> _Exercise instructions_:
What is the count of lines in the listing below that hold the string "Drive"? Reply with that number alone.

━━ Data shown ━━

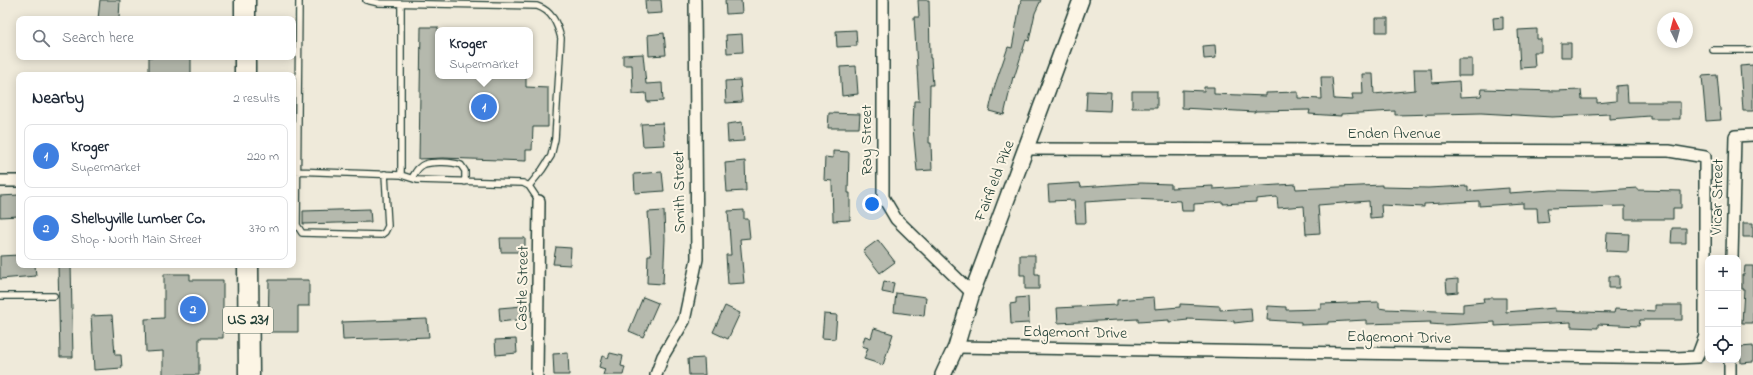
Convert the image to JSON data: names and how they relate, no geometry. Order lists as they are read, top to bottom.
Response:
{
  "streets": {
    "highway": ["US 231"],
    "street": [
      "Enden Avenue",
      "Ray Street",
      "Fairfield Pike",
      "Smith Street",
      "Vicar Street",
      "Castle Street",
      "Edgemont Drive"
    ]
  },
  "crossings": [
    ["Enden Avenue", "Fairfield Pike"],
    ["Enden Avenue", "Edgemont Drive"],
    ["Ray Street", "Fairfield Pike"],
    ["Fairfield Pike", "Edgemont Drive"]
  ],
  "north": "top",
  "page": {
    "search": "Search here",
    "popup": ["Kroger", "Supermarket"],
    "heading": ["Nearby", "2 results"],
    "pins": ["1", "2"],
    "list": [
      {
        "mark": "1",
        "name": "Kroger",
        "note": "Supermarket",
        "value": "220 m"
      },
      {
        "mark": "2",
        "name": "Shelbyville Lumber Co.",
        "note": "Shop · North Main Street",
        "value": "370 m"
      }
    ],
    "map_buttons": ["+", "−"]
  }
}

━━━

> _Written response_:
3